Passando quindi alla tematica del lavoro accessorio e dei buoni-lavoro – questa pure oggetto di nuove disposizioni nella legge Finanziaria -, dopo aver ricordato che il ministro Sacconi all’inizio della legislatura prese dinanzi alla Commissione l’impegno a praticare il metodo della misurazione degli effetti delle disposizioni legislative via via adottate, in modo da correggerne tempestivamente eventuali insufficienze o errori, sottolinea che al riguardo si fronteggiano due tesi: l’una, che lo considera a priori come uno strumento utile per l’allargamento della base produttiva regolare e facilita l’ingresso nel mercato del lavoro; l’altra che attribuisce invece al lavoro accessorio effetti di mera sostituzione del lavoro regolare. Sia la prima sia la seconda concezione sono a suo giudizio frutto di approcci manichei, proprio in quanto prescindono dai dati sperimentali. Ricorda peraltro che in alcuni casi, come in agricoltura, risulta che il lavoro accessorio abbia avuto un effetto sostituivo rispetto al lavoro regolare. Chiede di quali altri dati disponga il ministro Sacconi e quale sia non la sua opzione ideologica, a priori, ma la sua opinione sui dati effettivamente disponibili.

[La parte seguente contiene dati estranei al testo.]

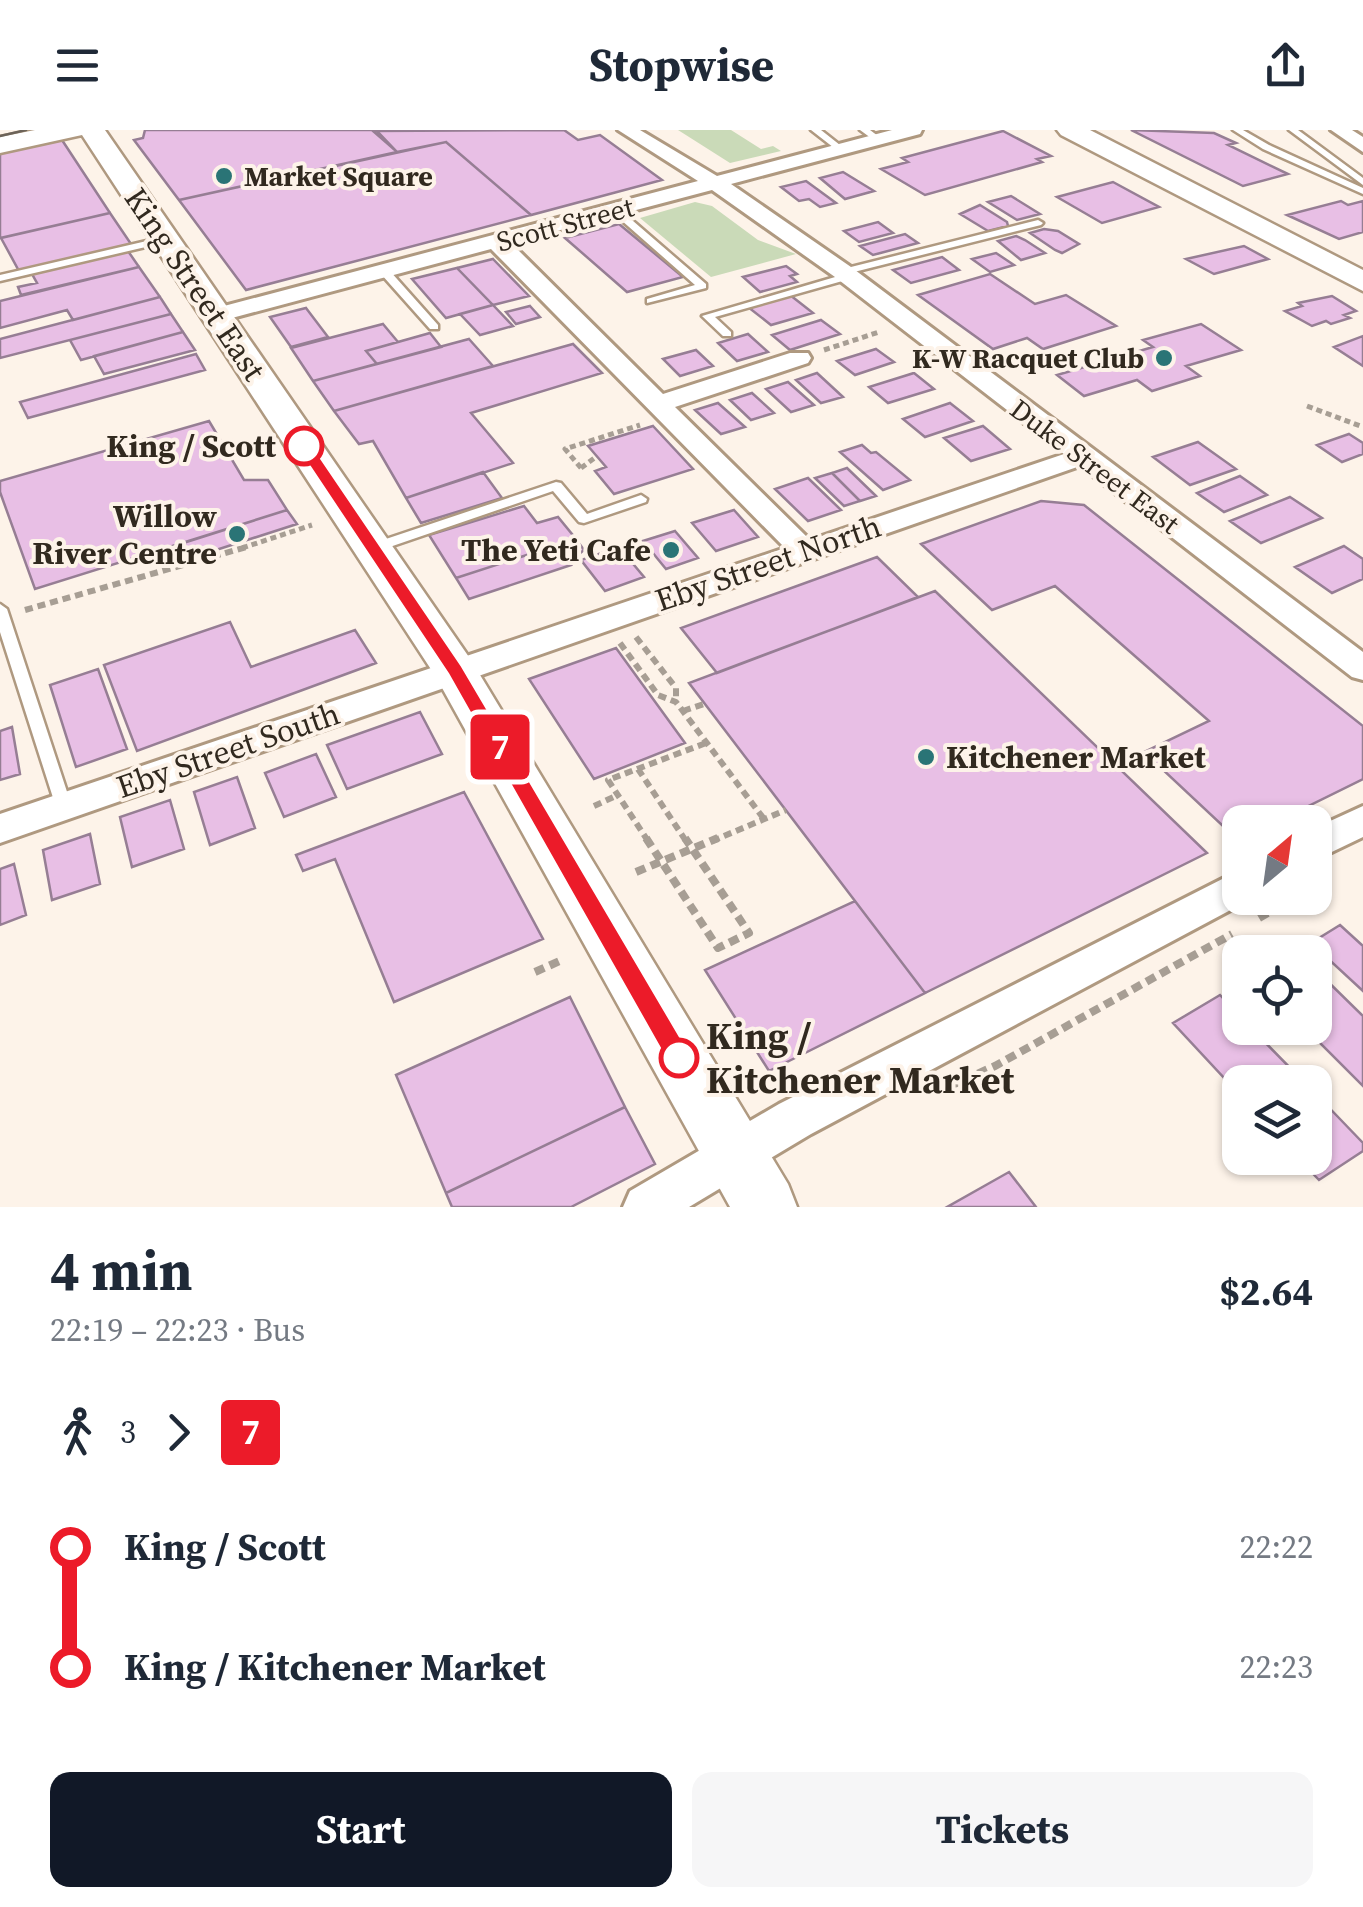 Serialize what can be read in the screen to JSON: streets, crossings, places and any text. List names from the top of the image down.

Segnala comunque che misure come quelle adottate nella manovra di bilancio in esame, assunte in modo disordinato e senza supporti conoscitivi sufficienti, in carenza di un disegno di ordine generale, finiscono con il confermare una linea di destrutturazione del diritto del lavoro. Esse hanno l’effetto di rafforzare il dualismo del mercato del lavoro, nel quale per le nuove generazioni sono disponibili soltanto occasioni di falso lavoro autonomo con partita IVA, lavoro accessorio, e solo nei casi migliori lavoro a termine, o a progetto: sostanzialmente si è di fronte ad una sorta di regime di apartheid che penalizza sistematicamente la nuova generazione.

A una riflessione organica su questo tema si è ispirato il disegno di legge n. 1873 (Codice dei rapporti di lavoro. Modifiche agli articoli 2087 – 2134 del Codice civile), di cui è egli è primo firmatario con altri cinquanta senatori di opposizione e di cui auspica il tempestivo inserimento all’ordine del giorno. Al di là dei contenuti, disordinati e insufficienti, della manovra economico-finanziaria, egli sollecita altresì lo svolgimento di una sessione ad hoc dei lavori della Commissione dedicata al futuro del diritto del lavoro e all’esigenza che esso, invertendo la tendenza in atto univocamente assecondata dal Governo, assuma un autentico carattere di universalità.